# INSTRUCTIONS FOR THE TASK
In the data below, find each line that contains the word "image" and copy it.

[MATERIAL PROVIDED]

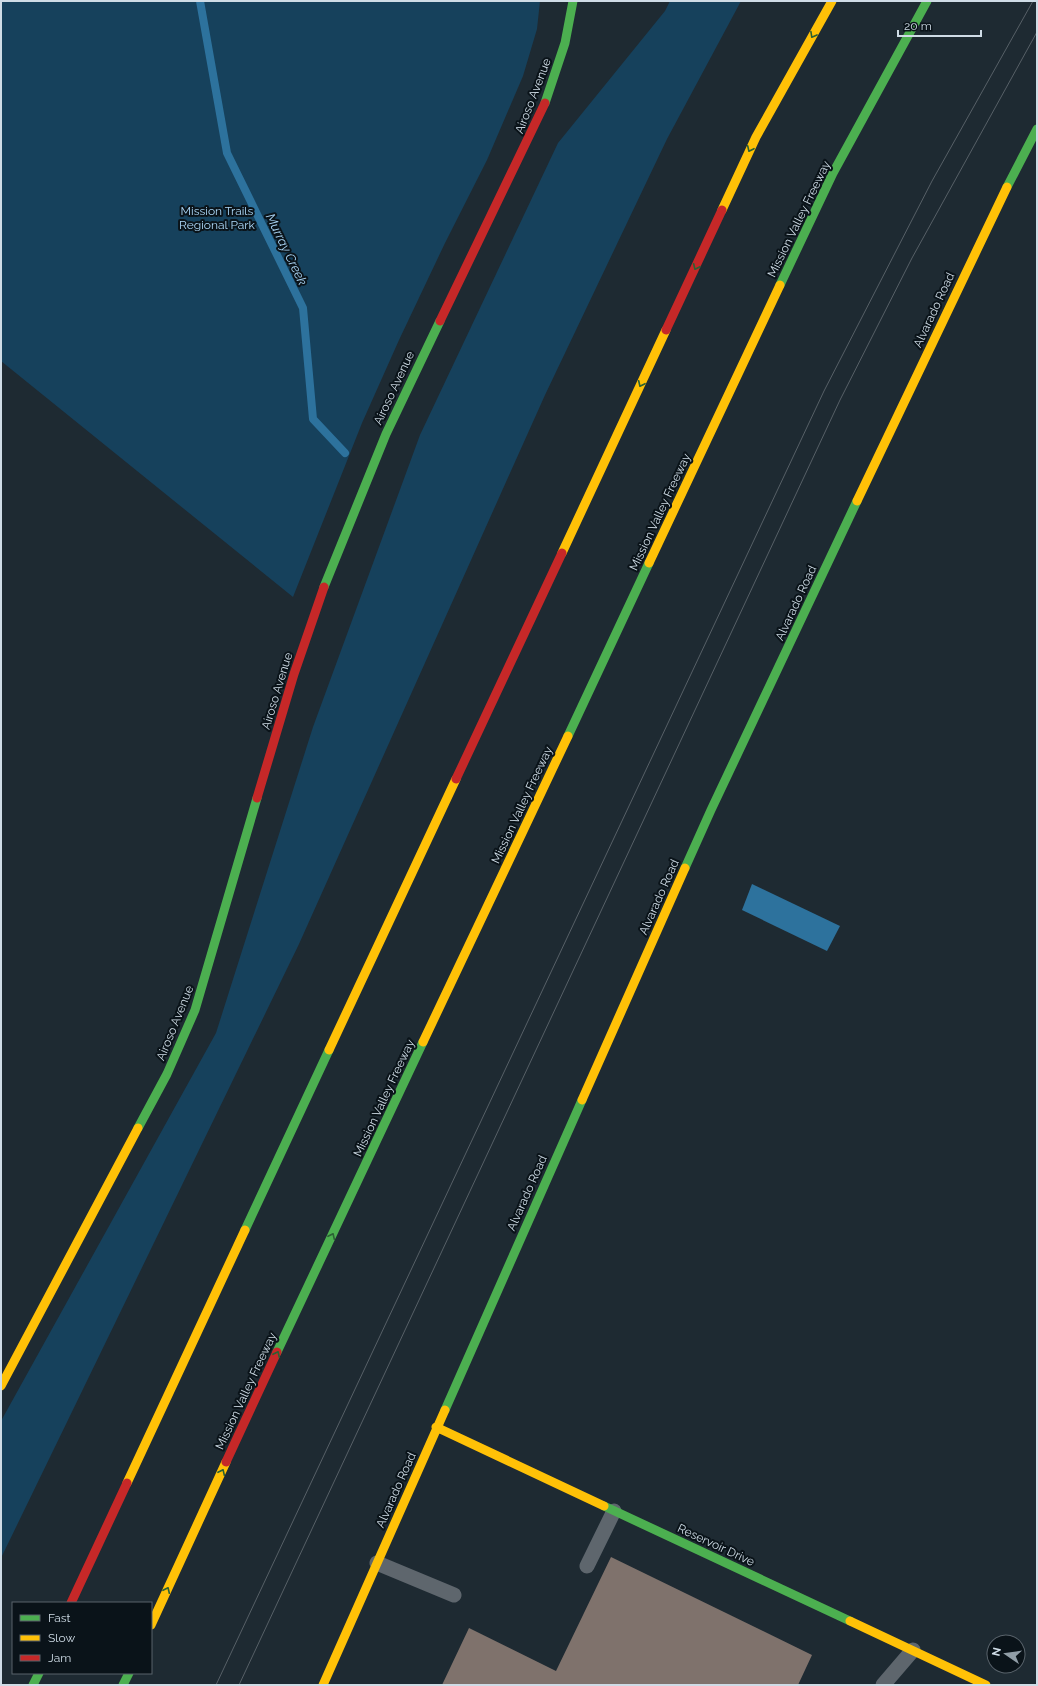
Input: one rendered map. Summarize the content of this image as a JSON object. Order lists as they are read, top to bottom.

[/MATERIAL PROVIDED]
[MATERIAL PROVIDED]

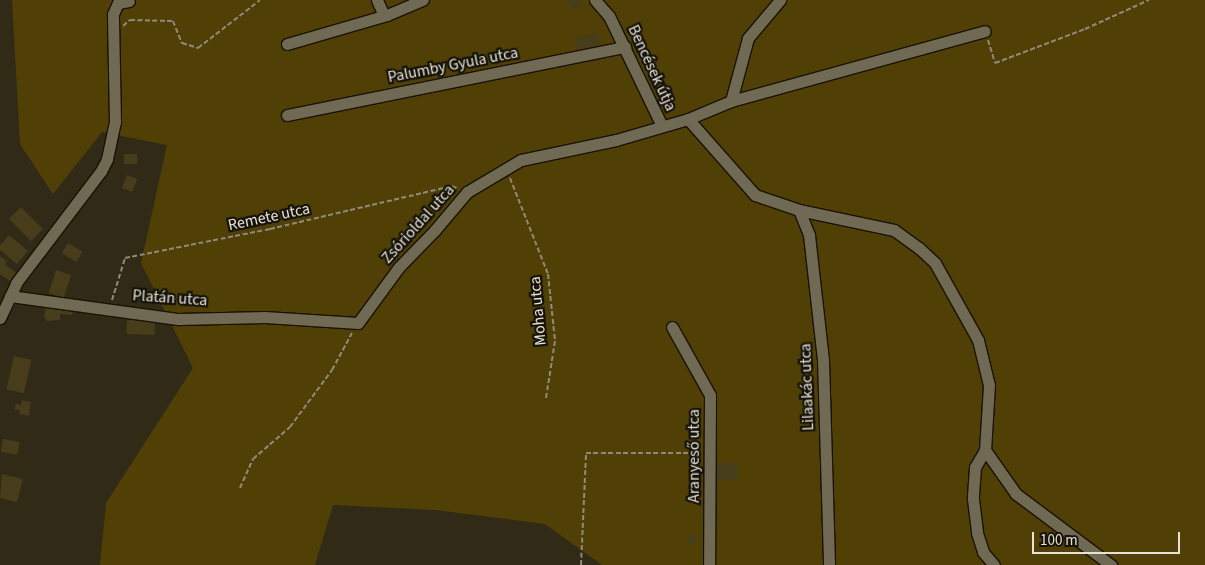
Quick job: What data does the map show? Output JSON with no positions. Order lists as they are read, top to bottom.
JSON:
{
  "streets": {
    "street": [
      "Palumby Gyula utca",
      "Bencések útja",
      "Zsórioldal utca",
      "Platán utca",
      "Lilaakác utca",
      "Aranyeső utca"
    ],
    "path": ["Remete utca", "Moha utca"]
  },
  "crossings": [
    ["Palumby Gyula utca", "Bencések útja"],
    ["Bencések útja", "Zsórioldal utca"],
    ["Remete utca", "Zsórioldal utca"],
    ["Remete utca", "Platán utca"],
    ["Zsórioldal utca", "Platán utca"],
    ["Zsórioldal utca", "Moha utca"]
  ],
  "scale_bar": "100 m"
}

[/MATERIAL PROVIDED]
[MATERIAL PROVIDED]

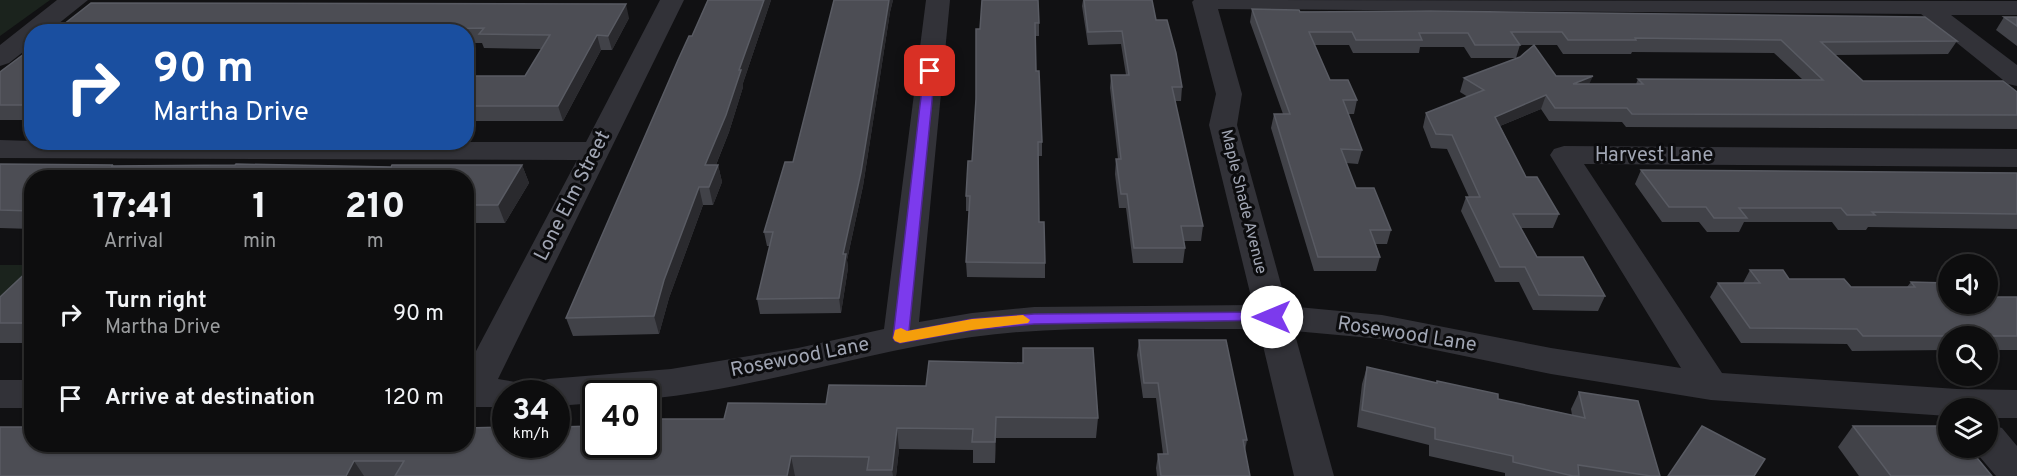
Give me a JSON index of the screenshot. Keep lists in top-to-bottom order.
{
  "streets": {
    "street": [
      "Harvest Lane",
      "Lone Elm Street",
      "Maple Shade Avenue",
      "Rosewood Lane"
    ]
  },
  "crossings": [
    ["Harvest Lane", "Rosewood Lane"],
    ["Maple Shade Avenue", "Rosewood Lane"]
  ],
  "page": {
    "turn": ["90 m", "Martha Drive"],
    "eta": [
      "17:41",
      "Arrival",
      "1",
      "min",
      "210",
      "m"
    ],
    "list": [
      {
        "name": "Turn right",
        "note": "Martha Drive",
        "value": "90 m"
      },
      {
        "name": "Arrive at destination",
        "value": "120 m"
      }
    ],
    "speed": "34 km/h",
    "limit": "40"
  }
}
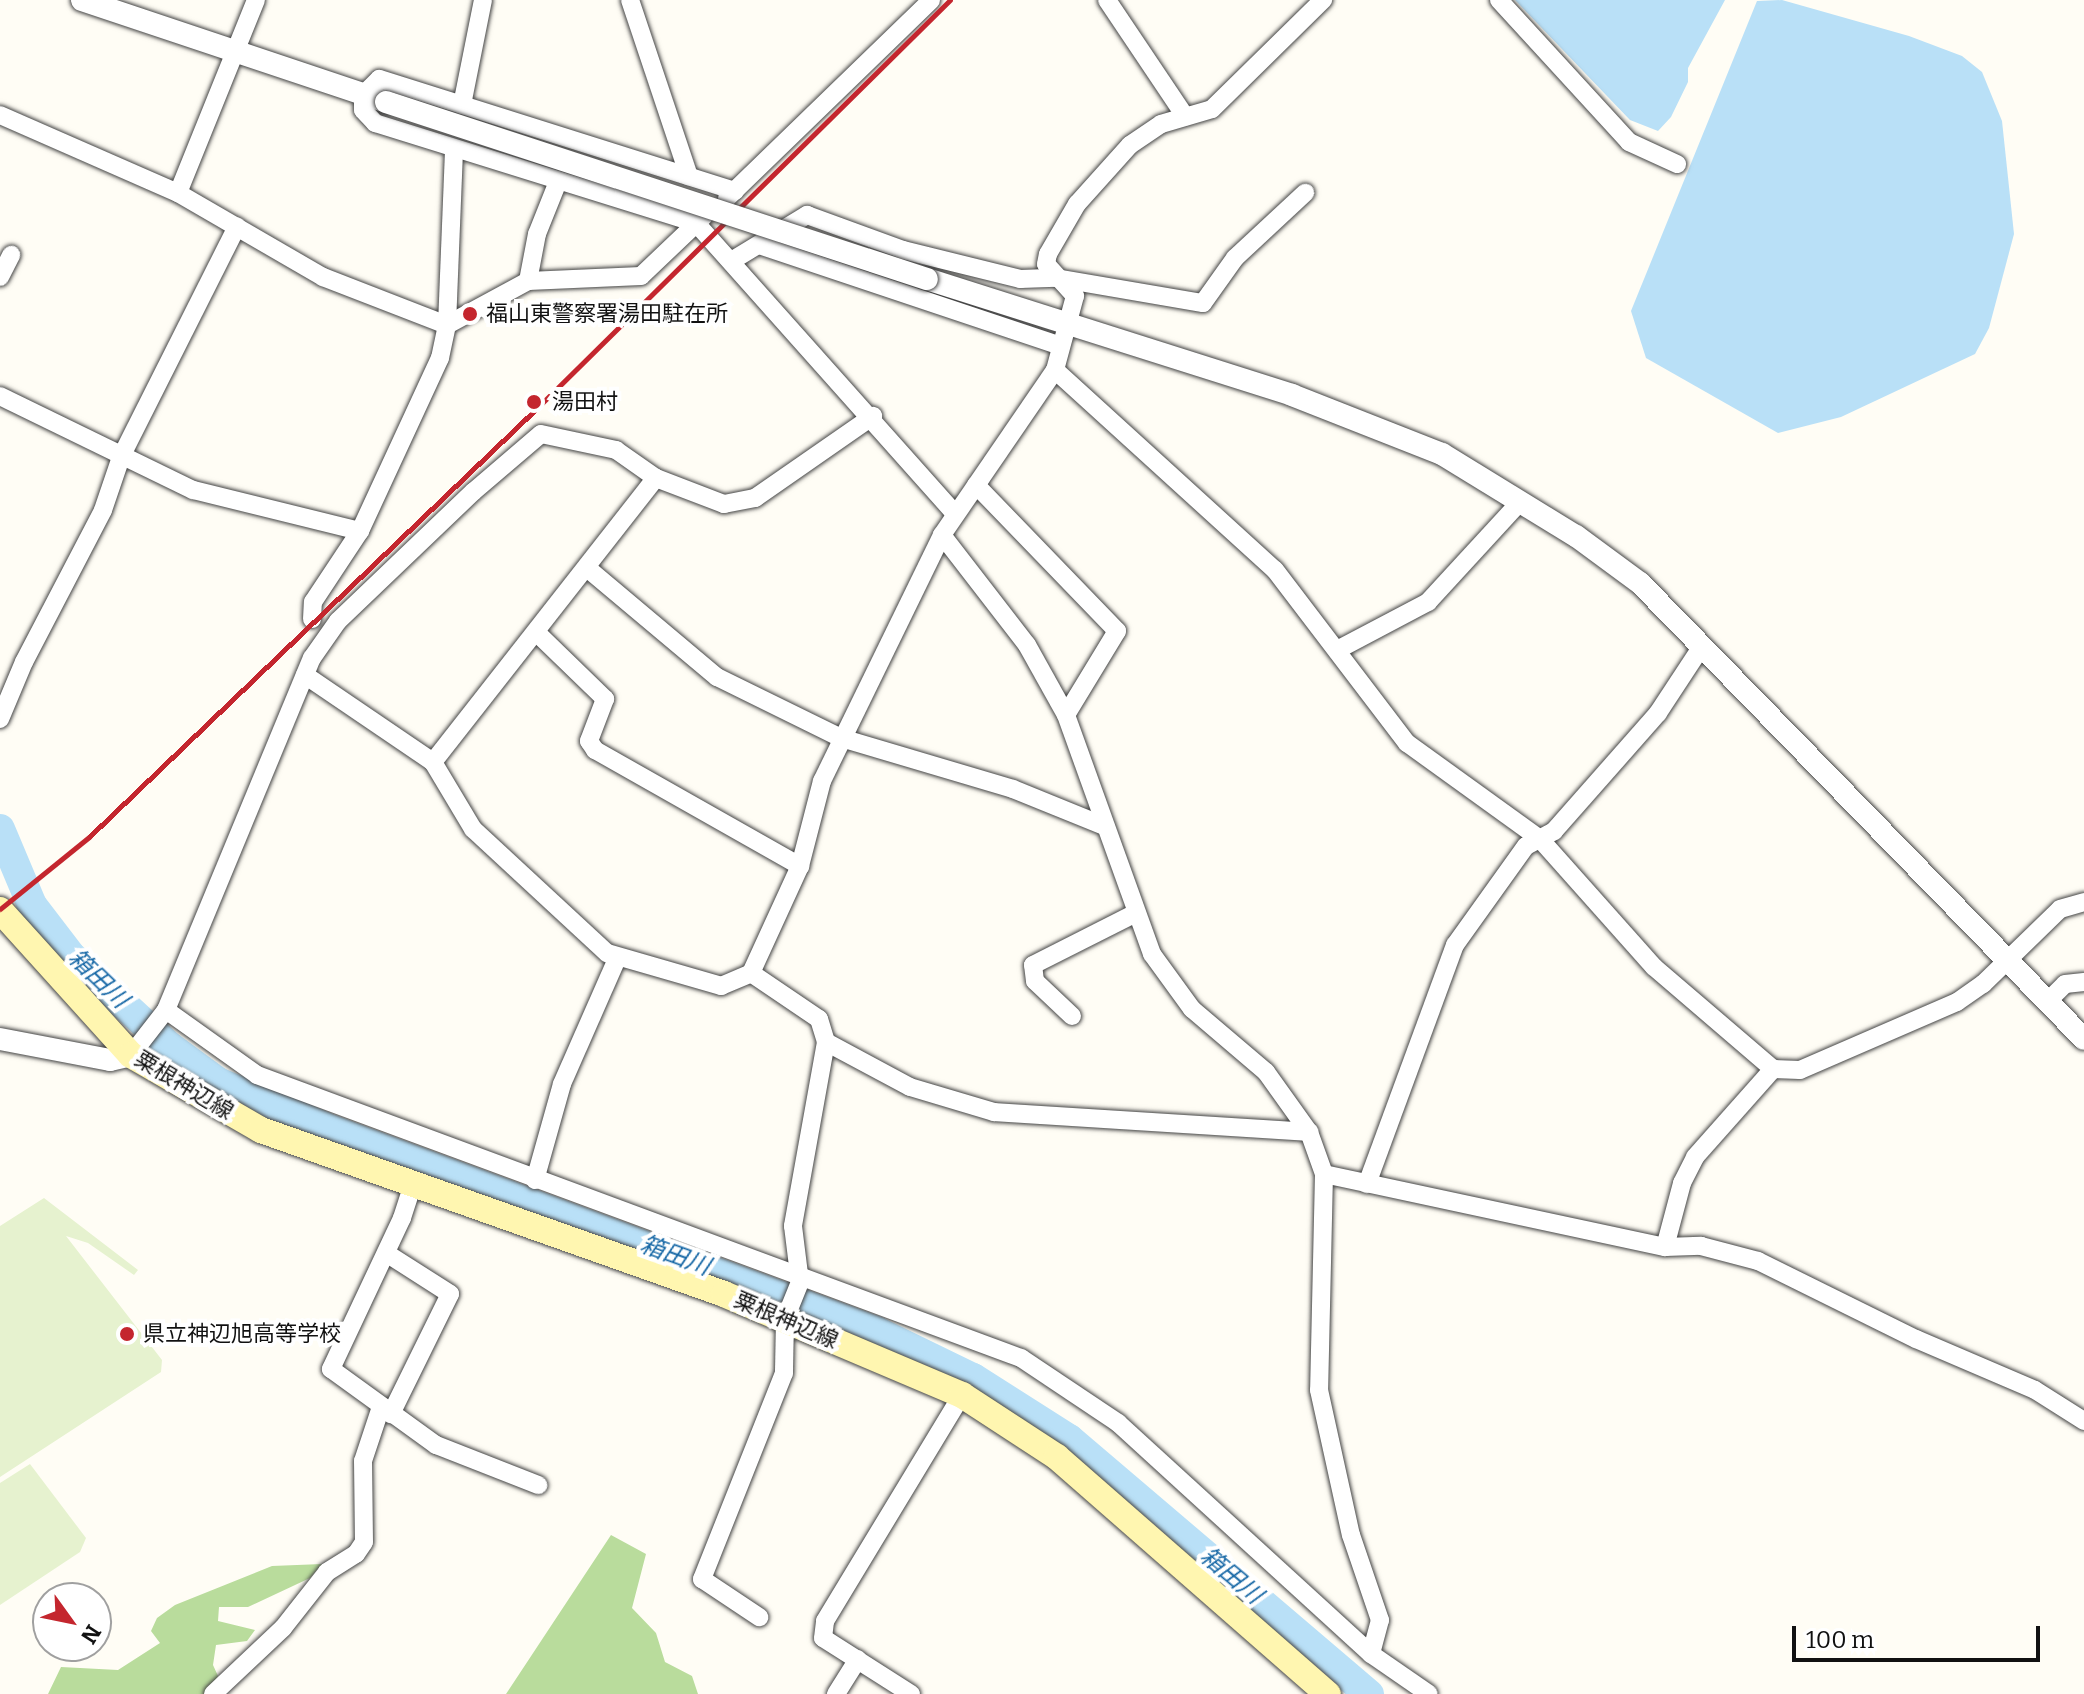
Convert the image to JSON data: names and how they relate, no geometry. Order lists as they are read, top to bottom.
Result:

[/MATERIAL PROVIDED]

# RESPONSE AREA
Input: one rendered map. Summarize the content of this image as a JSON object. Order lists as they are read, top to bottom.
Convert the image to JSON data: names and how they relate, no geometry. Order lists as they are read, top to bottom.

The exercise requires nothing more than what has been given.